1. Em 1973, em Maio/Junho, Gadamael era um dos três G de que toda a gente falava: Guidage, Guileje, Gadamael... Sobre Gadamael temos mais de 170 referências no nosso blogue, já tendo nós publicado diversos depoimentos em primeira mão, relativos à chamada batalha de Gadamael (em finais de maio e princípios de junho de 1973), desde o J. Casimiro Carvalho ao Pedro Lauret, do Carmo Vicente ao Victor Tavares, do Luis Paiva ao Manuel Rebocho, do Jorge Canhão ao João Seabra, sem esquecer o Manuel Reis, o Constantino Costa e outros "piratas de Guileje" ...
Qualquer destes três G têm suscitado e continuarão a suscitar as mais diversas versões, não necessariamente contraditórias, seguramente parcelares e complementares, umas mais polémicas, apaixonadas e acaloradas do que outras.

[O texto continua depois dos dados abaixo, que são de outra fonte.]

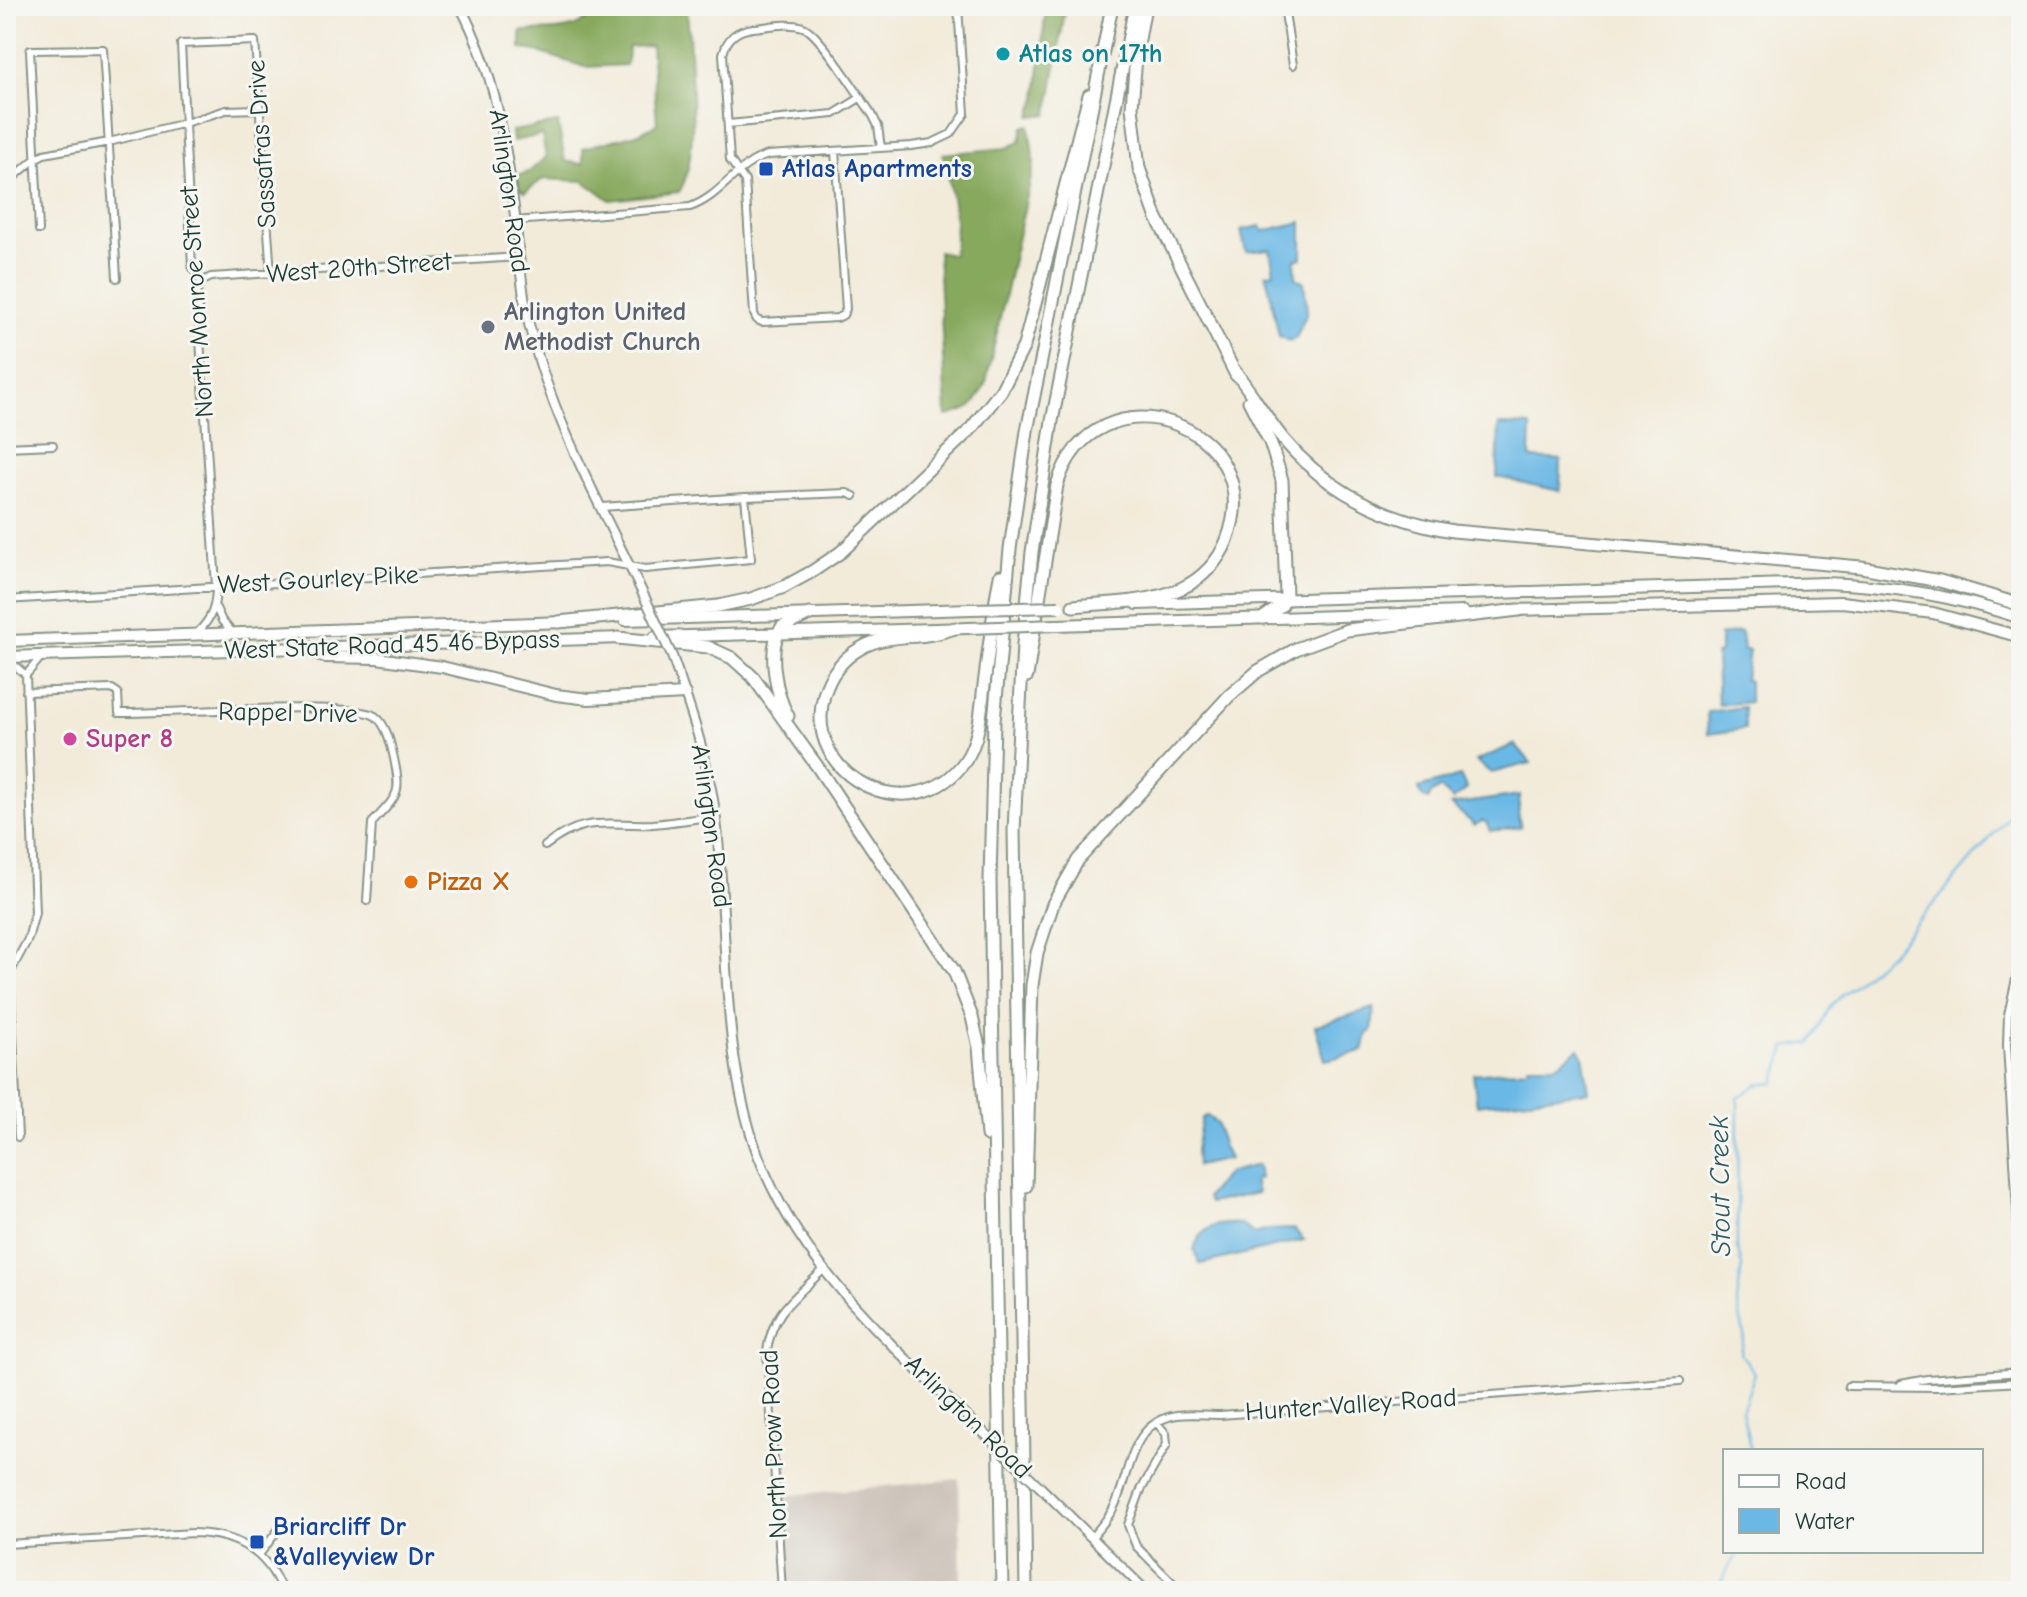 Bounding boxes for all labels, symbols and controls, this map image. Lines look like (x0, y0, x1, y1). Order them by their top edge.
place label: Atlas on 17th (1019, 39, 1163, 69)
marker: Atlas on 17th (994, 45, 1012, 63)
street label: Sassafras Drive (241, 59, 283, 229)
street label: Arlington Road (483, 107, 535, 275)
place label: Atlas Apartments (782, 154, 972, 184)
marker: Atlas Apartments (757, 160, 775, 178)
street label: North Monroe Street (174, 184, 220, 419)
street label: West 20th Street (266, 246, 454, 289)
place label: Arlington United Methodist Church (504, 297, 701, 357)
marker: Arlington United Methodist Church (479, 318, 497, 336)
street label: West Gourley Pike (217, 560, 419, 600)
street label: West State Road 45 46 Bypass (224, 624, 560, 666)
street label: Rappel Drive (218, 697, 358, 729)
place label: Super 8 (86, 724, 173, 754)
marker: Super 8 (61, 730, 79, 748)
street label: Arlington Road (685, 742, 737, 910)
place label: Pizza X (427, 867, 510, 897)
marker: Pizza X (402, 873, 420, 891)
water label: Stout Creek (1703, 1115, 1737, 1257)
street label: North Prow Road (754, 1349, 794, 1539)
street label: Arlington Road (898, 1349, 1038, 1485)
street label: Hunter Valley Road (1244, 1383, 1458, 1427)
legend (1723, 1449, 1983, 1553)
text: Road (1795, 1467, 1847, 1495)
text: Water (1795, 1507, 1855, 1535)
place label: Briarcliff Dr &Valleyview Dr (273, 1512, 435, 1572)
marker: Briarcliff Dr &Valleyview Dr (248, 1533, 266, 1551)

Alguns de nós, como é o acaso do nosso camarigo António Graça de Abreu (AGA), assistiram aos acontecimentos de Gadamael a uma distância relativamente confortável (desde Mansoa ou de Cufar). Para quem não estava lá, em meados de 1973, no TO da Guiné, não deixa de ser interessante ler as referências a Gadamael no diário do AGA, e ficar a conhecer as reações que a evocação do topónimo provocava nas NT... Lembro-me do mesmo temor e respeito que nos inspirava, em meados de 1969, a evocação de outros topónimos como Gandembel ou Madina do Boé, quando desembarcámos em Bissau e começamos a deambular pelas 5ªs Rep, ávidos de notícias, boatos e histórias da guerra.
Pois aqui ficam alguns excertos do Diário da Guiné onde encontrei referências ao topónimo Gadamel. Recorde-se que há uma edição comercial do livro, e que este pode ser comprado nas livrarias ou na feira do livro que está a decorrer em Lisboa. Referência completa: António Graça de Abreu - Diário da Guiné: Lama, Sangue e Água Pura. Lisboa:
Guerra & Paz Editores, 2007, 220 pp. (*) (LG)

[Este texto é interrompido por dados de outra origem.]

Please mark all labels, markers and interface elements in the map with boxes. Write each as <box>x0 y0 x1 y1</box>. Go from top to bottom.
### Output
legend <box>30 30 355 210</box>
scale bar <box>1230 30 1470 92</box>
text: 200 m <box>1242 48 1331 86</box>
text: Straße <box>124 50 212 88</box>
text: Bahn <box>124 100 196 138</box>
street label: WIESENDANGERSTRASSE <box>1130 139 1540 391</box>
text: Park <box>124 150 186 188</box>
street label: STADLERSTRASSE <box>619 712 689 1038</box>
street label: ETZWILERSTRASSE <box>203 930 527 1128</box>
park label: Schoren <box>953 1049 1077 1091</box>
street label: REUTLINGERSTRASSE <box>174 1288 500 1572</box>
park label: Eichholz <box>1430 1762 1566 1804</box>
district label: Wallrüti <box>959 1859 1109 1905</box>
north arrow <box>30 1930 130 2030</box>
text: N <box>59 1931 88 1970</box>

Guiné > Região do Oio > Mansoa > CAOP 1 > Março de 1973 > O Alf Mil António Graça de Abreu (1972/74) junto ao obus 14....

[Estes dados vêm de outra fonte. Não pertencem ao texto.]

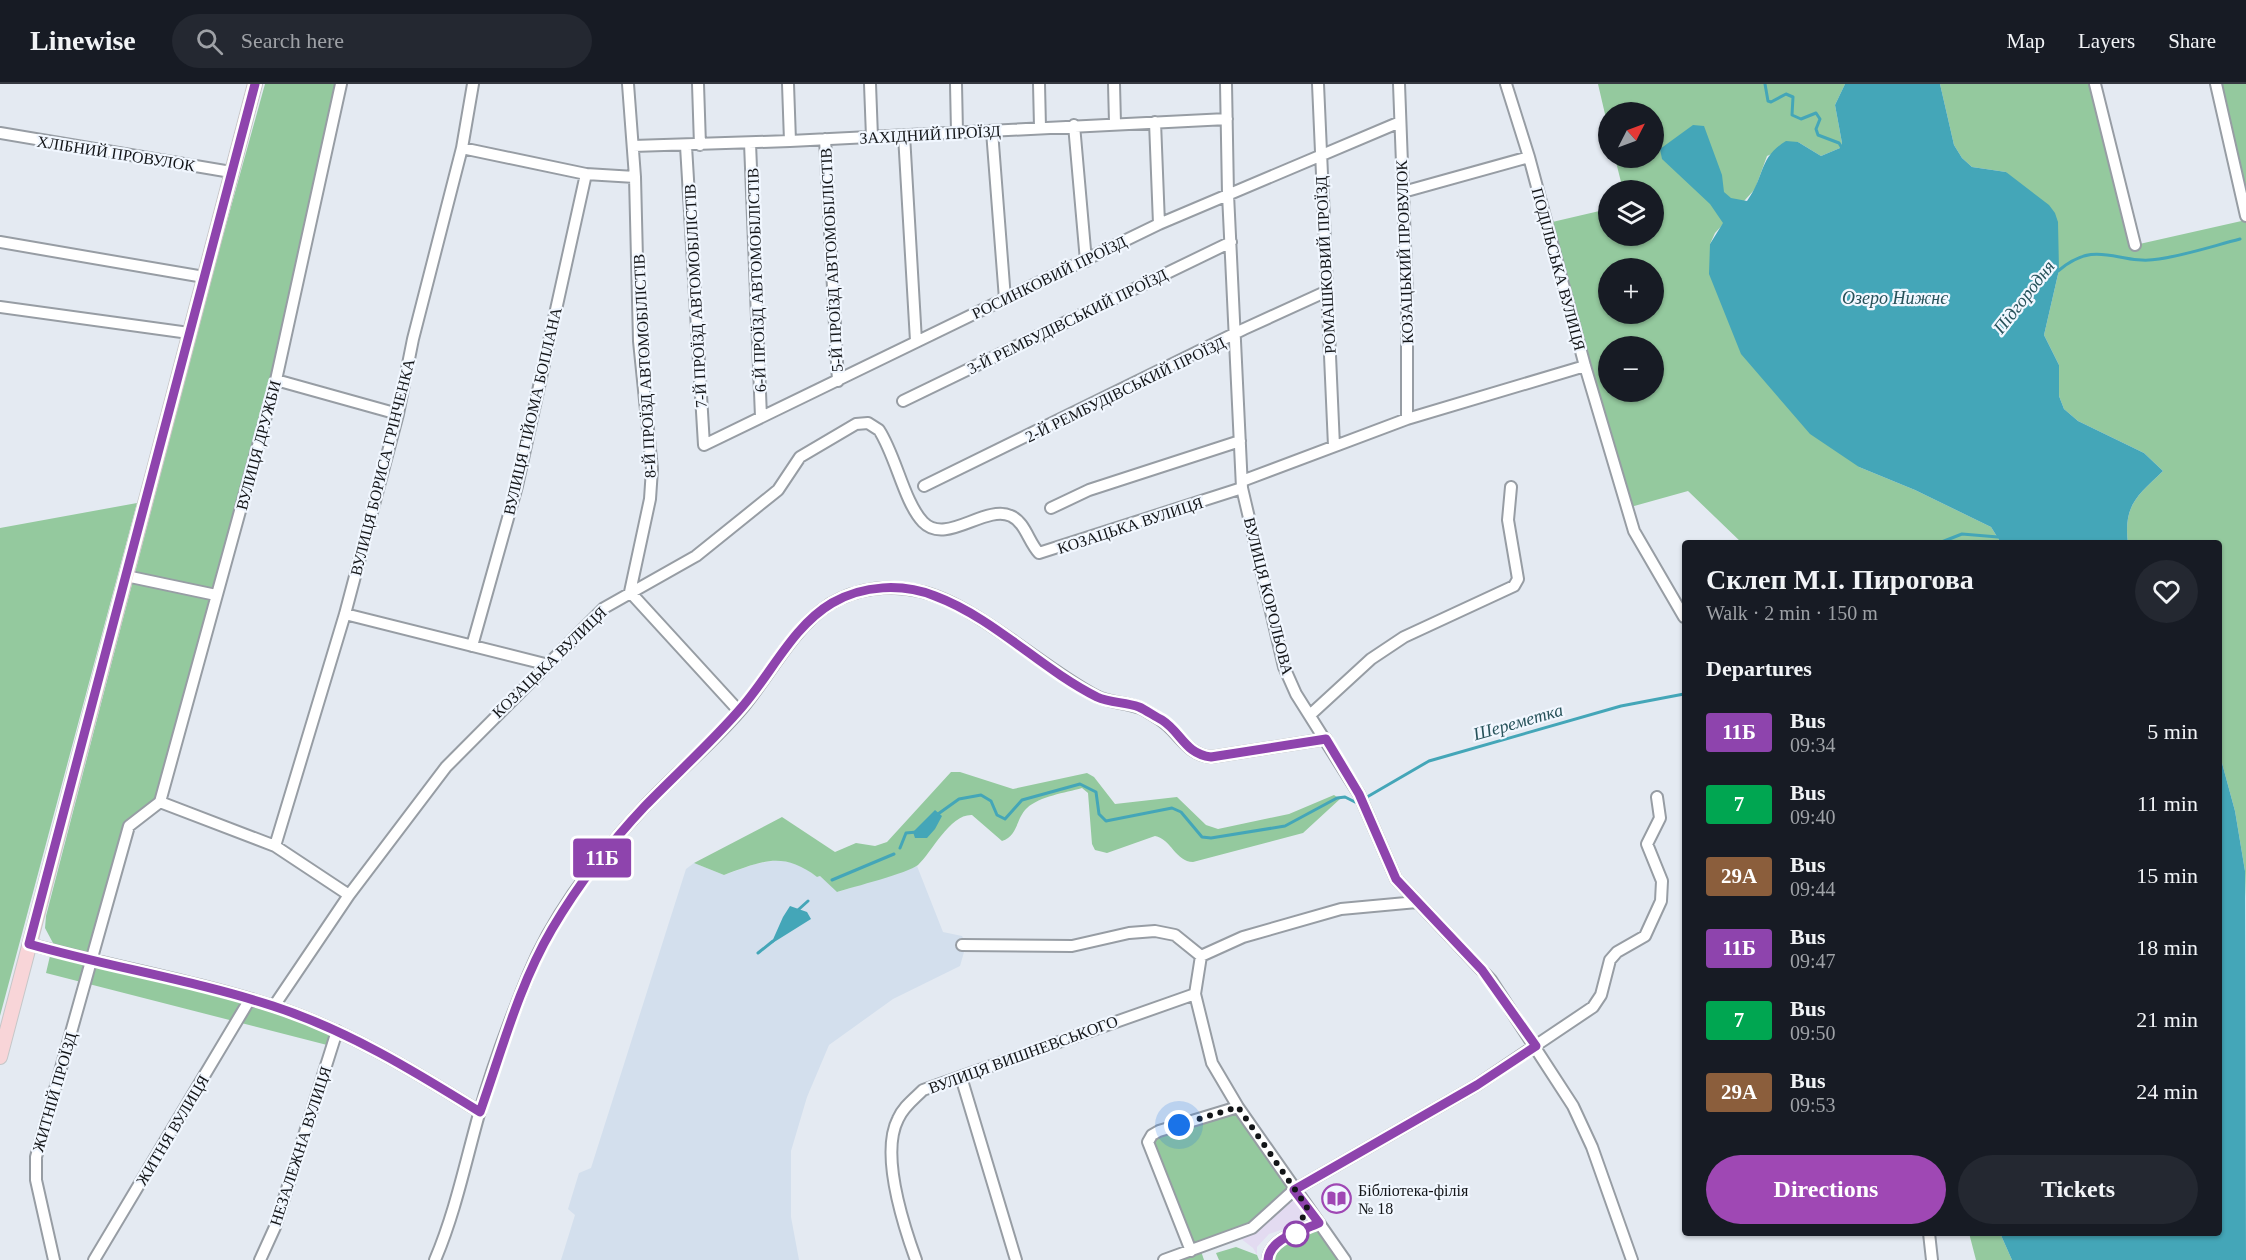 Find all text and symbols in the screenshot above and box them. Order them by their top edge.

Foto: © António Graça de Abreu (2010). Todos os direitos reservados
Mansoa,
22 de Maio de 1973
O PAIGC parece
que vai declarar a independência, mas isso não modificará o rumo da guerra. O
que tem abalado os portugueses nestes últimos meses é a quase ausência da nossa
aviação, o armamento cada vez melhor, em maior quantidade e melhor utilizado
pelos guerrilheiros e, acima de tudo, o estado anímico e psíquico da tropa
portuguesa. No entanto, continuo a acreditar que esta guerra está longe de se
resolver no campo militar e terá, só Deus sabe quando, uma solução negociada,
política.
Creio que
continuamos em vantagem sobre os guerrilheiros, dominamos os centros urbanos e
as maiores povoações da Guiné, existem aquartelamentos espalhados por todo o
território e temos muitos mais militares do que eles. Se em vez de quatro ou cinco
Fiats tivéssemos vinte ou trinta aviões mais modernos, se contássemos com
blindados capazes para este tipo de guerra, se a tropa portuguesa estivesse
moralizada e decidida, as NT voltariam a manejar quase todos os cordéis com que
se tece a guerra. Mas onde ir buscar dinheiro para tanto material militar –
parece que as guerras em África consomem quase metade do orçamento de Estado, –
e fundamental, como mudar estes nossos homens, descrentes, cansados, confusos?
Os senhores
que nos governam ou estão cegos para a realidade ou fingem estar, querem que os
pobres soldados portugueses continuem a “defender a Pátria” até ao impossível. (...)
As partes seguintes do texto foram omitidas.